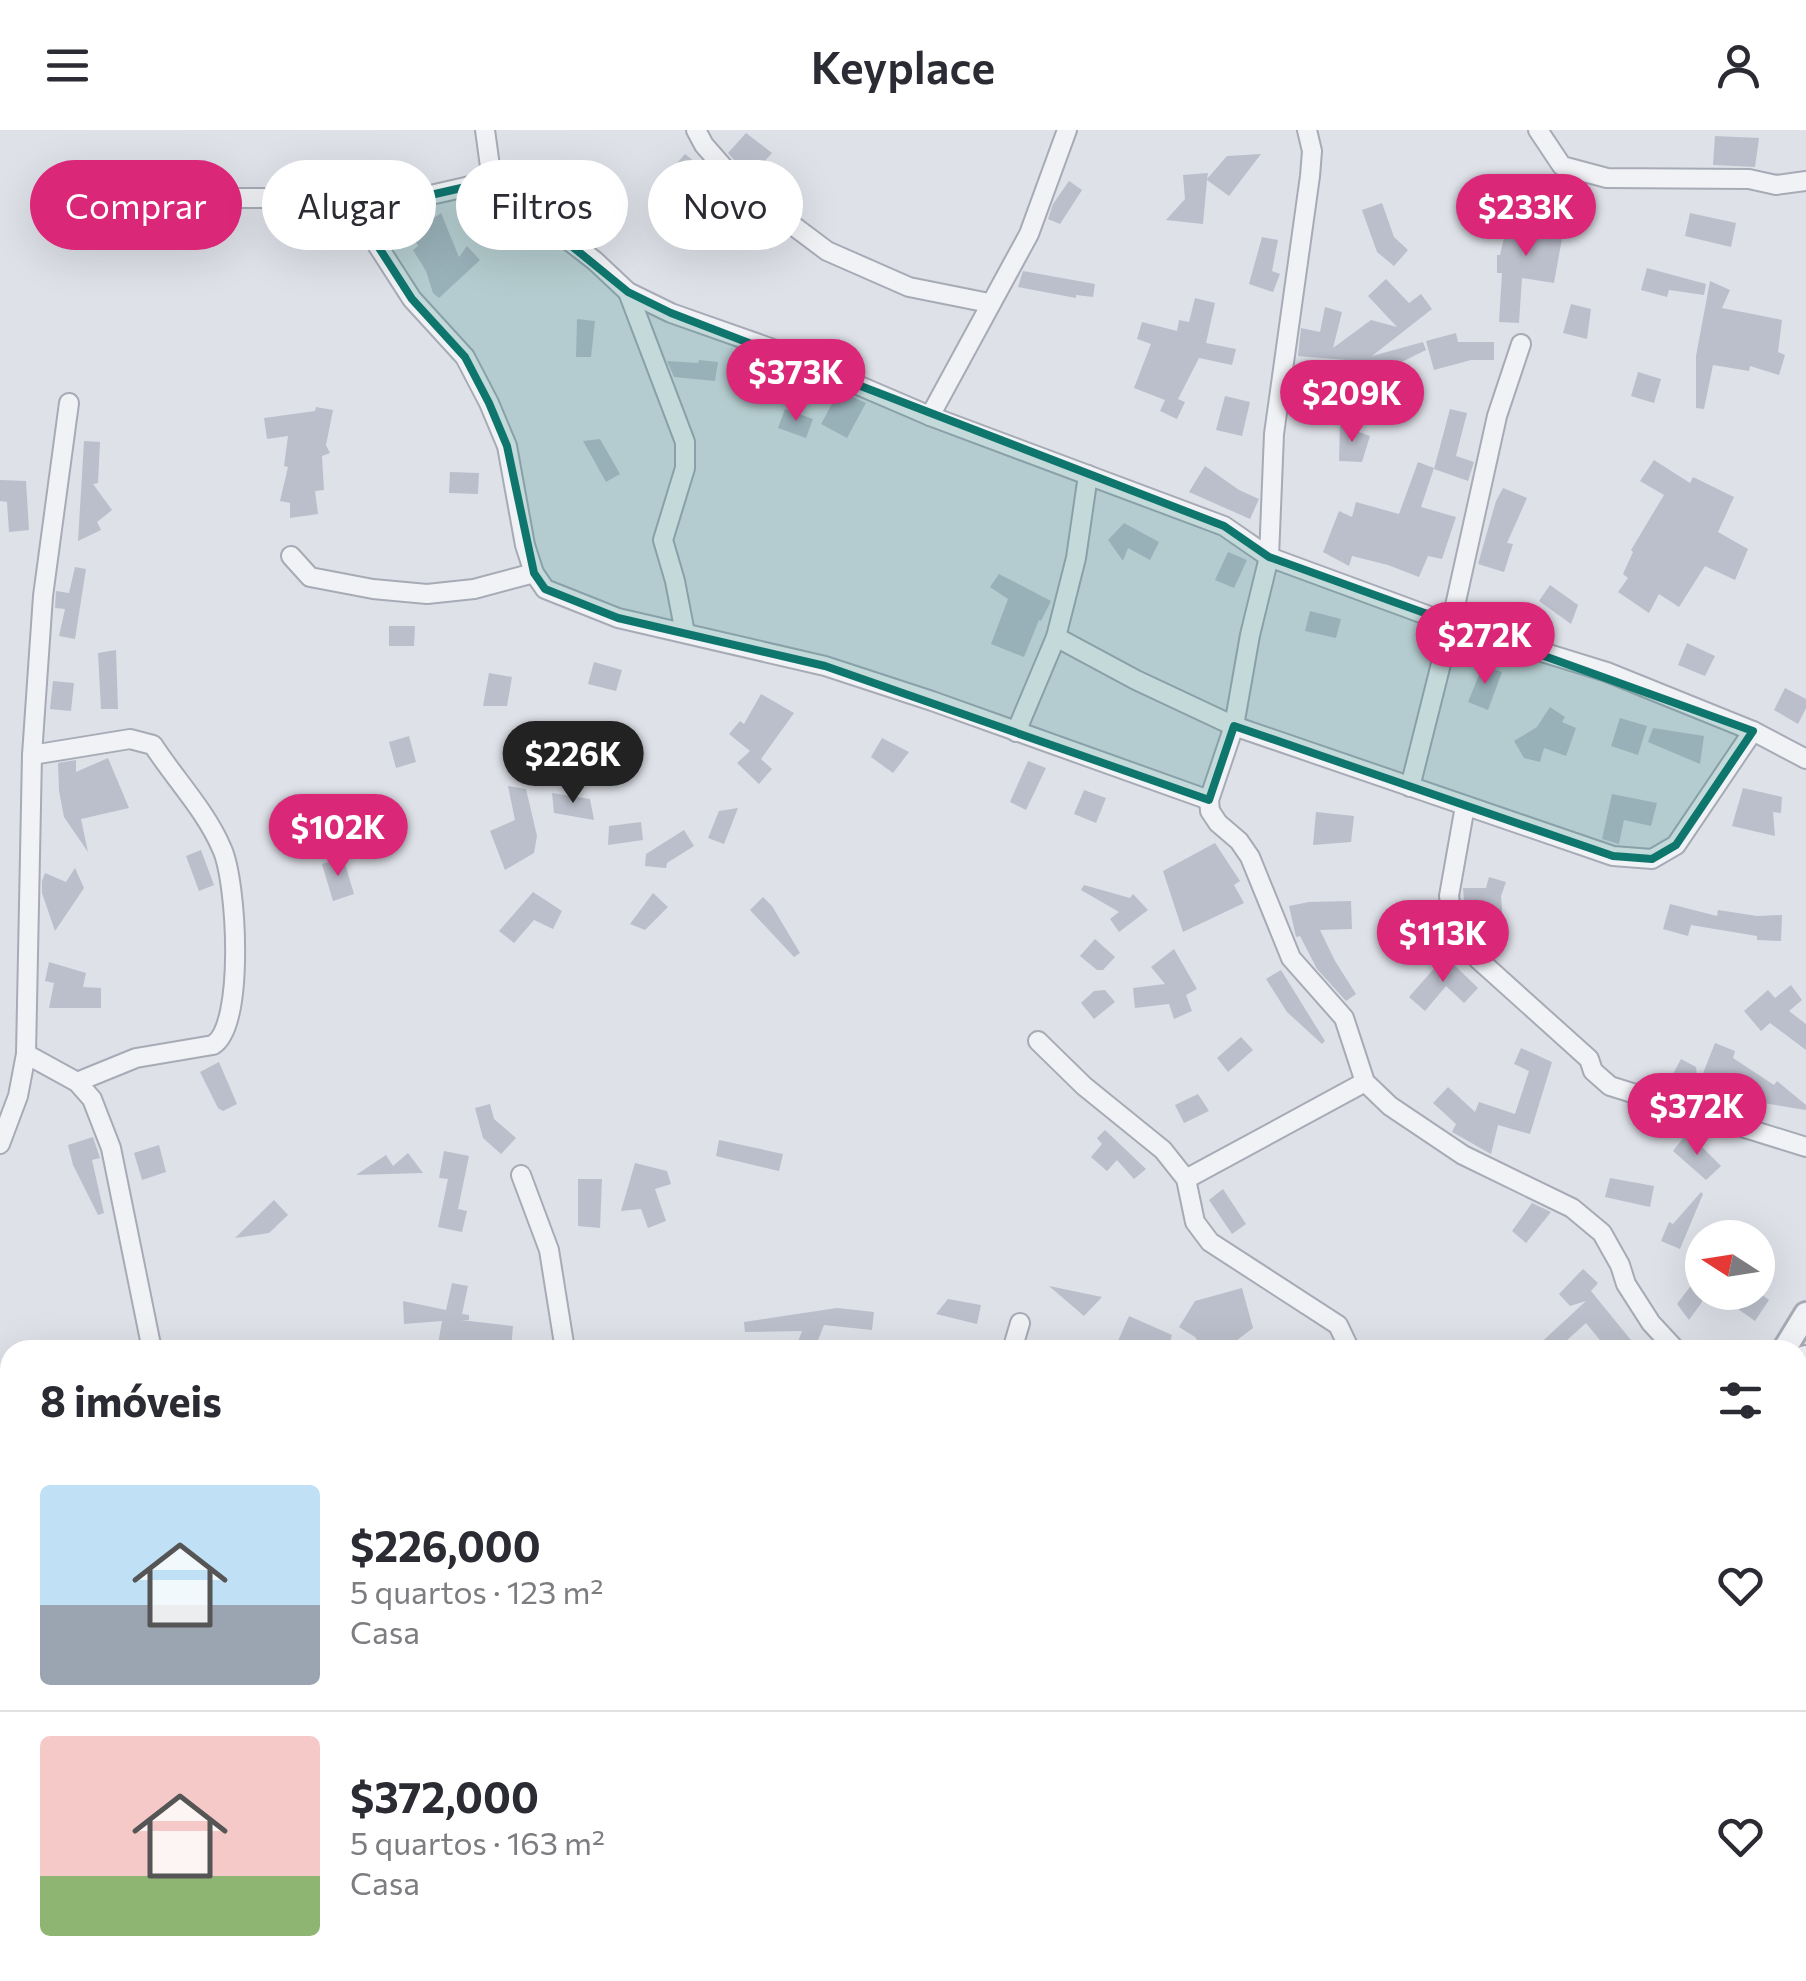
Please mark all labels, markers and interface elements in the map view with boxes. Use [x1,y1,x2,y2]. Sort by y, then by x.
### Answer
icon: menu [40,38,95,93]
text: Keyplace [811,38,995,93]
icon: person [1711,38,1766,93]
chip: Comprar [30,160,242,250]
chip: Alugar [262,160,436,250]
chip: Filtros [456,160,628,250]
chip: Novo [648,160,803,250]
pin: $233K [1456,174,1596,259]
text: $233K [1478,186,1574,226]
pin: $373K [726,339,866,424]
text: $373K [748,351,844,391]
pin: $209K [1282,360,1422,445]
text: $209K [1302,372,1402,412]
pin: $272K [1415,602,1555,687]
text: $272K [1438,614,1532,654]
pin: $226K [503,721,643,806]
text: $226K [525,733,621,773]
pin: $102K [268,794,408,879]
text: $102K [291,806,385,846]
pin: $113K [1373,900,1513,985]
text: $113K [1399,912,1487,952]
pin: $372K [1627,1073,1767,1158]
text: $372K [1650,1085,1744,1125]
north arrow [1685,1220,1775,1310]
map controls [1685,1220,1775,1310]
icon: filters [1713,1373,1768,1428]
text: 8 imóveis [40,1374,222,1426]
text: $226,000 [350,1519,541,1571]
icon: home [120,1525,240,1645]
icon: heart [1713,1558,1768,1613]
text: 5 quartos · 123 m² [350,1571,603,1611]
text: Casa [350,1611,420,1651]
text: $372,000 [350,1770,539,1822]
icon: home [120,1776,240,1896]
icon: heart [1713,1809,1768,1864]
text: 5 quartos · 163 m² [350,1822,605,1862]
text: Casa [350,1862,420,1902]

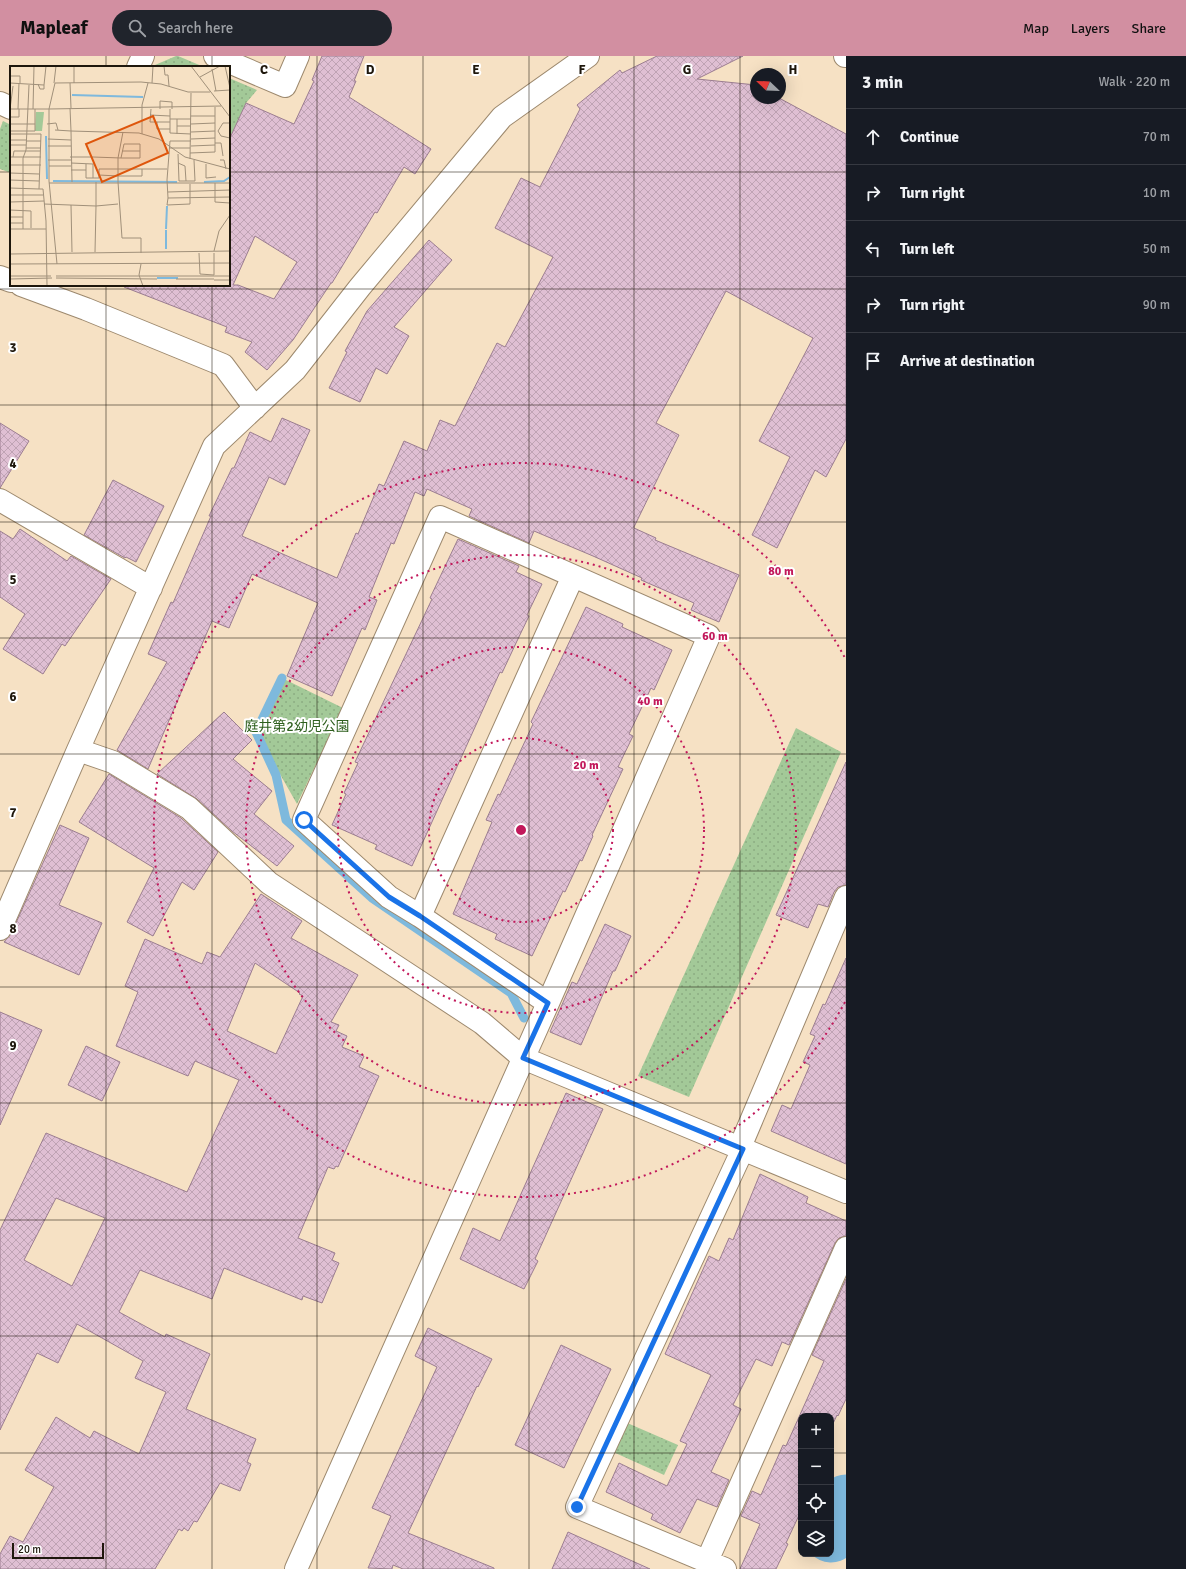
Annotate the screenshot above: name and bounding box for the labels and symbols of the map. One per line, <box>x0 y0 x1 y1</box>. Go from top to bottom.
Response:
text: C <box>260 62 268 78</box>
text: D <box>366 62 375 78</box>
text: E <box>472 62 480 78</box>
text: F <box>579 62 586 78</box>
text: G <box>683 62 691 78</box>
text: H <box>789 62 797 78</box>
inset map <box>10 66 230 286</box>
north arrow <box>750 68 786 104</box>
text: 3 <box>9 340 17 356</box>
text: 4 <box>9 456 17 472</box>
text: 80 m <box>768 564 794 579</box>
text: 5 <box>9 572 17 588</box>
text: 60 m <box>702 629 728 644</box>
text: 6 <box>9 689 17 705</box>
text: 40 m <box>637 694 663 709</box>
park label: 庭井第2幼児公園 <box>244 718 350 735</box>
text: 20 m <box>573 758 599 773</box>
text: 7 <box>9 805 17 821</box>
route start <box>295 811 313 829</box>
centre of rings <box>514 823 528 837</box>
text: 8 <box>9 921 17 937</box>
text: 9 <box>9 1038 17 1054</box>
route end <box>568 1498 586 1516</box>
scale bar <box>12 1541 104 1560</box>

## WHAT THIS TASK INVOLVES:
Look through the entries above, and wherever a line holds the word "chip", copy it.

## ANSWER FOR THE TASK:
chip: Comprar [30,160,242,250]
chip: Alugar [262,160,436,250]
chip: Filtros [456,160,628,250]
chip: Novo [648,160,803,250]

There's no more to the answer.